3. Perhaps we can innovate our way out - Richard Florida writes at the Chronicle Review that the developed world may have just started innovating its way out of the Great Stagnation.

Here's hoping. 

During the upheaval of the Great Depression, the late Harvard University economist Alvin Hansen, often called the "American Keynes," said that our economy had exhausted its productive forces and was doomed to a fate of secular stagnation in which the government would be constantly called upon to stoke demand to keep it moving. Of course we now know from the detailed historical research of Alexander J. Field that the 1930s were, in the title of his 2008 paper, "The Most Technologically Progressive Decade of the Century," when technological growth outpaced the high-tech innovations of the 1980s, 1990s, and 2000s.

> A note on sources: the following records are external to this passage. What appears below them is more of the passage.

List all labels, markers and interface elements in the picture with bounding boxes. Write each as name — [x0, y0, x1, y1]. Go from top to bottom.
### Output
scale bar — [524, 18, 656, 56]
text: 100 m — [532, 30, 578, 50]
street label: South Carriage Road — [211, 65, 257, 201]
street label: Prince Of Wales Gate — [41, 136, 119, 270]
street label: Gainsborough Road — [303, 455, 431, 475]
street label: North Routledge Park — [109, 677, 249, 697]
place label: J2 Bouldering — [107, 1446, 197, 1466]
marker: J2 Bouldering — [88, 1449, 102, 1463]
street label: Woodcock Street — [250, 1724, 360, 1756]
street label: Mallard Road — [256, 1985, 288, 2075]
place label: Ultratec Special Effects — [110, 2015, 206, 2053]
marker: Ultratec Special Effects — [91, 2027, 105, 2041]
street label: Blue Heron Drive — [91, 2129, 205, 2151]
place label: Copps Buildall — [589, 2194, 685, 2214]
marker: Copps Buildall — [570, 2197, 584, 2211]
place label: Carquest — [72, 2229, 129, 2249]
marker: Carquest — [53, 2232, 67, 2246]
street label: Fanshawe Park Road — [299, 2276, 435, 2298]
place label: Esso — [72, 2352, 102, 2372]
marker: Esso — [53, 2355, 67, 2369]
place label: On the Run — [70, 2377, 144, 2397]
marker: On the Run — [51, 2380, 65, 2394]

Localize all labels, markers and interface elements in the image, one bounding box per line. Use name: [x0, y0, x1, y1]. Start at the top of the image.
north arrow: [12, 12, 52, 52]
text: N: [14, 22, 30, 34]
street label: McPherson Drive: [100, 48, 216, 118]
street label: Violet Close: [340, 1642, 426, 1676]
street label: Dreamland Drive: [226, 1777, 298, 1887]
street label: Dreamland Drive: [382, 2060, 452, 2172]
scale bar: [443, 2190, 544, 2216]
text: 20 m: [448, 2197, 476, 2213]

As the late economist of innovation Christopher Freeman long ago argued, innovation slows down during the highly speculative times leading up to great economic crises, only to surge forward as the crisis turns toward recovery. While data are scanty so early into our current recovery cycle, a new, detailed report from the Brookings Institution shows a considerable uptick in patented innovations over the last couple of years

4. A creative compact - Florida has an interesting idea to 'solve' the problem of technological unemployment and the myriad of jobless recoveries breaking out around the developed world.

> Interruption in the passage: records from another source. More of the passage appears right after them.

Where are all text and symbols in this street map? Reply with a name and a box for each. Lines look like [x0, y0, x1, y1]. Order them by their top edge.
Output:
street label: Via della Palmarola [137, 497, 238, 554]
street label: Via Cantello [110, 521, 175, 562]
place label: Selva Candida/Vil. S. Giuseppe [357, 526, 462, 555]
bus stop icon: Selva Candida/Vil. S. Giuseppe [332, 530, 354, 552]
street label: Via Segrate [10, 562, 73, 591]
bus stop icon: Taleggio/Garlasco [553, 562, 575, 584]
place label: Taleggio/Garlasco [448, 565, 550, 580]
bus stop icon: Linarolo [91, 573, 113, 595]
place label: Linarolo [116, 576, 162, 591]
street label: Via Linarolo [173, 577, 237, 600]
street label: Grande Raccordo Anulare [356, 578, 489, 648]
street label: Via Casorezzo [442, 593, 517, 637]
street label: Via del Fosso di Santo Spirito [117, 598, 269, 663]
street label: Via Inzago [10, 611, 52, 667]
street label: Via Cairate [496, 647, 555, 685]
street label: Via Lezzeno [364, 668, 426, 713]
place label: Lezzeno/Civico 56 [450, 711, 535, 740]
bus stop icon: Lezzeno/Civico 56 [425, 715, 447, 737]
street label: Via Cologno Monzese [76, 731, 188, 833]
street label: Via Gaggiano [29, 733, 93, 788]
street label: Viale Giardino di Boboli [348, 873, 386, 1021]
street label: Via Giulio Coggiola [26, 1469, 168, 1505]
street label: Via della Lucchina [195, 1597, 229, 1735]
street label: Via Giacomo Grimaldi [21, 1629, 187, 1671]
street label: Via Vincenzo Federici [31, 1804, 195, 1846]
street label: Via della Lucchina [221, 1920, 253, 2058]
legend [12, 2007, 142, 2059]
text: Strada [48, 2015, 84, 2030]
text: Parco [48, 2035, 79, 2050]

We can't simply write off the tens of millions of workers who toil in dead-end service jobs, or the millions more who are unemployed and underemployed. The key to a broadly shared prosperity lies in new social and economic arrangements that more fully engage, not ignore and waste, the creative talents of all of our people.

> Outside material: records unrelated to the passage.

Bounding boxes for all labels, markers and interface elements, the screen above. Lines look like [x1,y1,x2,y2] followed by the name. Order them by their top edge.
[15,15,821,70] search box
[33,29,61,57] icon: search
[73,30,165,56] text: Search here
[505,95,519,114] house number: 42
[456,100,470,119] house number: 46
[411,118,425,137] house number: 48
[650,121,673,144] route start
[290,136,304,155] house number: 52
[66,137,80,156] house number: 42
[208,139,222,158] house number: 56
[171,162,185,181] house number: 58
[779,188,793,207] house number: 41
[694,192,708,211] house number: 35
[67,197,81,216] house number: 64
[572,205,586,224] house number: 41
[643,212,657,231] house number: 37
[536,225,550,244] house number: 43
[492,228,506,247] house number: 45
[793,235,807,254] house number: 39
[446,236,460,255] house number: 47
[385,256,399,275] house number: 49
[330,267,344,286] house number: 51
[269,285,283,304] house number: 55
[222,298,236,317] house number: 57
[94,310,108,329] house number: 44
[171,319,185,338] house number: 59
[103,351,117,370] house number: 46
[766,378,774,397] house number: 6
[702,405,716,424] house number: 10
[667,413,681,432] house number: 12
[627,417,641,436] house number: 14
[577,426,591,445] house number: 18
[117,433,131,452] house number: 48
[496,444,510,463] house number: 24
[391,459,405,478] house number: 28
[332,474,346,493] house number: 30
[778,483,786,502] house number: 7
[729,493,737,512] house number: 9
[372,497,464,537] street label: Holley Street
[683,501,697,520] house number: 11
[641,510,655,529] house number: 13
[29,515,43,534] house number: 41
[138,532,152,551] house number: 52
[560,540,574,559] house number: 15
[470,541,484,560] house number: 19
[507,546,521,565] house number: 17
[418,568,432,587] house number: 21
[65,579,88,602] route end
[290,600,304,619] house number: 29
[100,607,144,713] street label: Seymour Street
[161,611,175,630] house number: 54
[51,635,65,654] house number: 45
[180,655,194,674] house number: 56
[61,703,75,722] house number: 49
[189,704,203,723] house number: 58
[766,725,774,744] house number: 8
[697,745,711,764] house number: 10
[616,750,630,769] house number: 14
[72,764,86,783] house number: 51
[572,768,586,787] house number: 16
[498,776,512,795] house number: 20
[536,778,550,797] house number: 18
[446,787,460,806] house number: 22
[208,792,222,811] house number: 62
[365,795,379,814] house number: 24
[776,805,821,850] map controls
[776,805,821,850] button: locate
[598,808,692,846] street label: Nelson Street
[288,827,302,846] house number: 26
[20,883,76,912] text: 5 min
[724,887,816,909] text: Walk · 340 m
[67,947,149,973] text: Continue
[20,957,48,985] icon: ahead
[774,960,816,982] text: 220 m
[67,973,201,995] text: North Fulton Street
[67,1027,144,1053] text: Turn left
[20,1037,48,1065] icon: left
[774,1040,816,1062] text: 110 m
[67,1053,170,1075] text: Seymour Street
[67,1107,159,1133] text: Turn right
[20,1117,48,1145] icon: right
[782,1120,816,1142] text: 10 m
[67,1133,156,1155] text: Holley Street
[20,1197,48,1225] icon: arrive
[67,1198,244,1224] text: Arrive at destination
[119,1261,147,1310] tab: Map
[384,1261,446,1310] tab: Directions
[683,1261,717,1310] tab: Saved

Just as we forged a new social compact in the 1930s, 40s, and 50s that saw manufacturing workers as a source of productivity improvements and raised their wages to create a broad middle class to power growth, we need a new social compact—a Creative Compact—that extends the advantages of our emergent knowledge and creative economy to a much broader range of workers. Every job must be "creatified"; we must harness the creativity of every single human being.

I'm optimistic, even in the face of deep economic, social, and political troubles, because the logic of our future economic development turns on the further development and engagement of human creativity.

5. 'If only we cut the size of government and regulation' - There's a strong school of thought from the libertarian right that the best way to restart economic growth is to just reflexively cut the size of government and regulation to make everything better.

Here's Josh Barro at Bloomberg rebutting that idea. 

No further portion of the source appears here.